Macquarie takes stake in fintech minnow
It’s a positive sign to see Macquarie Group investing more in the Australian FinTech sector. They seem to be getting very active very quickly. It will be interesting to see which of the other big banks will follow suit…
Macquarie Group has waded deeper into the fintech sector with an equity agreement with listed marketplace lender DirectMoney to assist in the development of what the minnow claimed would be a new securitisation funding market.
In a boost after a bumpy listing in July, DirectMoney yesterday said it had sold $5 million of personal loans to Macquarie and secured the investment bank as an adviser to assist access to funding, such as through the securitisation of future loans.

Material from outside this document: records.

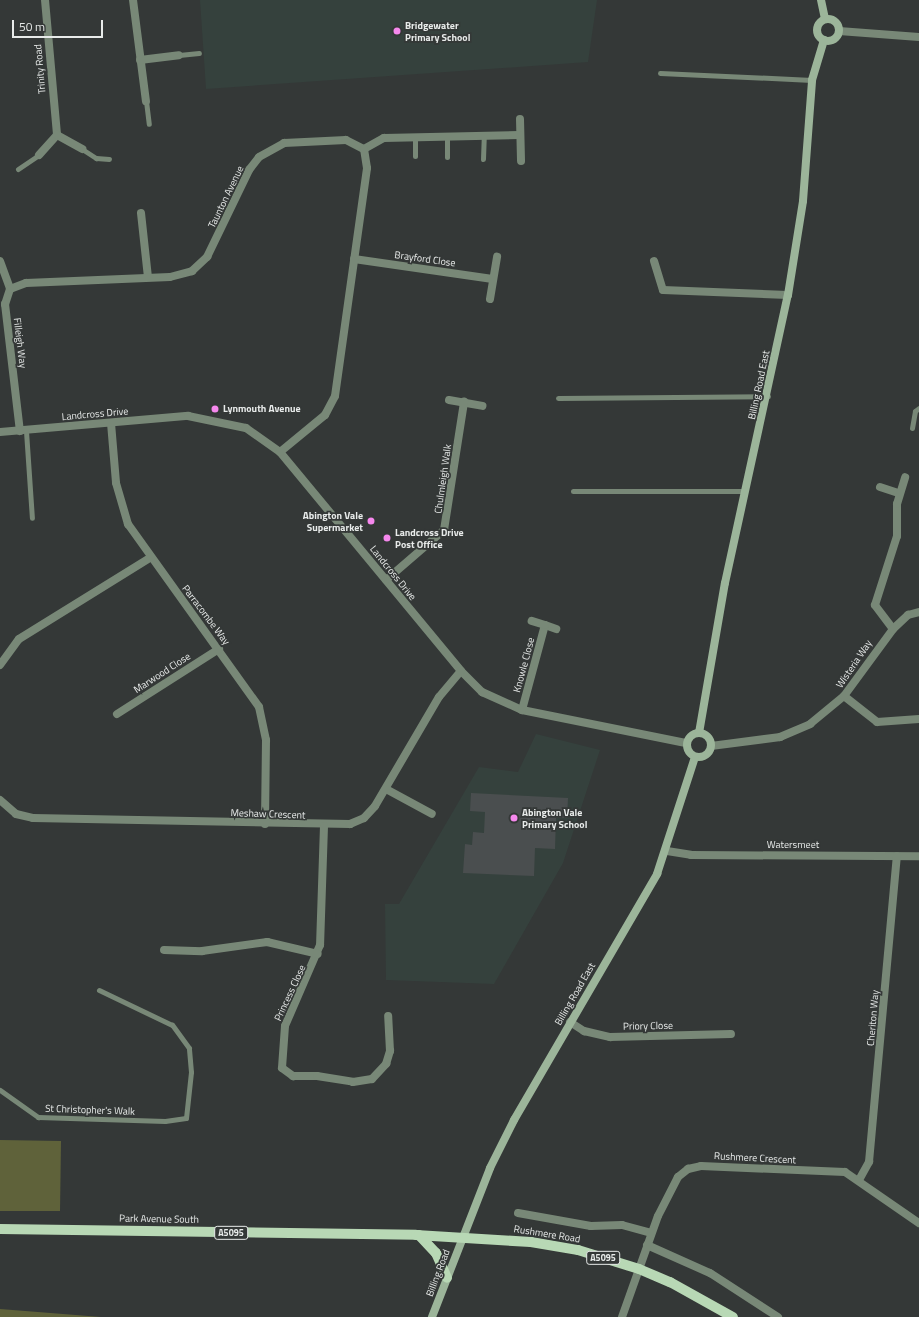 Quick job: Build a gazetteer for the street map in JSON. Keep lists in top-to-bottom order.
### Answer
{
  "streets": {
    "main road": ["Park Avenue South", "A5095", "Rushmere Road"],
    "street": [
      "Trinity Road",
      "Taunton Avenue",
      "Brayford Close",
      "Filleigh Way",
      "Billing Road East",
      "Landcross Drive",
      "Chulmleigh Walk",
      "Parracombe Way",
      "Wisteria Way",
      "Knowle Close",
      "Marwood Close",
      "Meshaw Crescent",
      "Watersmeet",
      "Princess Close",
      "Cheriton Way",
      "Priory Close",
      "Rushmere Crescent",
      "Billing Road"
    ],
    "lane": ["St Christopher's Walk"]
  },
  "crossings": [
    ["Taunton Avenue", "Filleigh Way"],
    ["Filleigh Way", "Landcross Drive"],
    ["Billing Road East", "Landcross Drive"],
    ["Billing Road East", "Wisteria Way"],
    ["Billing Road East", "Watersmeet"],
    ["Billing Road East", "Priory Close"],
    ["Billing Road East", "Park Avenue South"],
    ["Billing Road East", "Rushmere Road"],
    ["Billing Road East", "Billing Road"],
    ["Landcross Drive", "Chulmleigh Walk"],
    ["Landcross Drive", "Parracombe Way"],
    ["Landcross Drive", "Wisteria Way"],
    ["Landcross Drive", "Knowle Close"],
    ["Landcross Drive", "Meshaw Crescent"],
    ["Parracombe Way", "Marwood Close"],
    ["Parracombe Way", "Meshaw Crescent"],
    ["Meshaw Crescent", "Princess Close"],
    ["Watersmeet", "Cheriton Way"],
    ["Cheriton Way", "Rushmere Crescent"],
    ["Rushmere Crescent", "Rushmere Road"],
    ["Park Avenue South", "Rushmere Road"],
    ["Park Avenue South", "Billing Road"],
    ["Rushmere Road", "Billing Road"]
  ],
  "places": [
    "Bridgewater Primary School",
    "Lynmouth Avenue",
    "Abington Vale Supermarket",
    "Landcross Drive Post Office",
    "Abington Vale Primary School"
  ],
  "scale_bar": "50 m"
}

Initially, DirectMoney will pay Macquarie in shares and potentially be able to buy more stock, capped at 10 per cent, subject to “ongoing performance based triggers”. It follows Macquarie’s formal launch this week of OwnersAdvisory, a so-called robo advice online financial advice and wealth platform.
The deal with DirectMoney came as the company responded to a series of questions by the stock exchange about its financial position, claiming operating cashflow for the March quarter would be positive following the loan sale to Macquarie.
DirectMoney said about $1.5m in loans were made last month and since January 29 — when the company held roughly $1.8m in cash — discretionary costs and lending had been “managed” ahead of concluding the deal.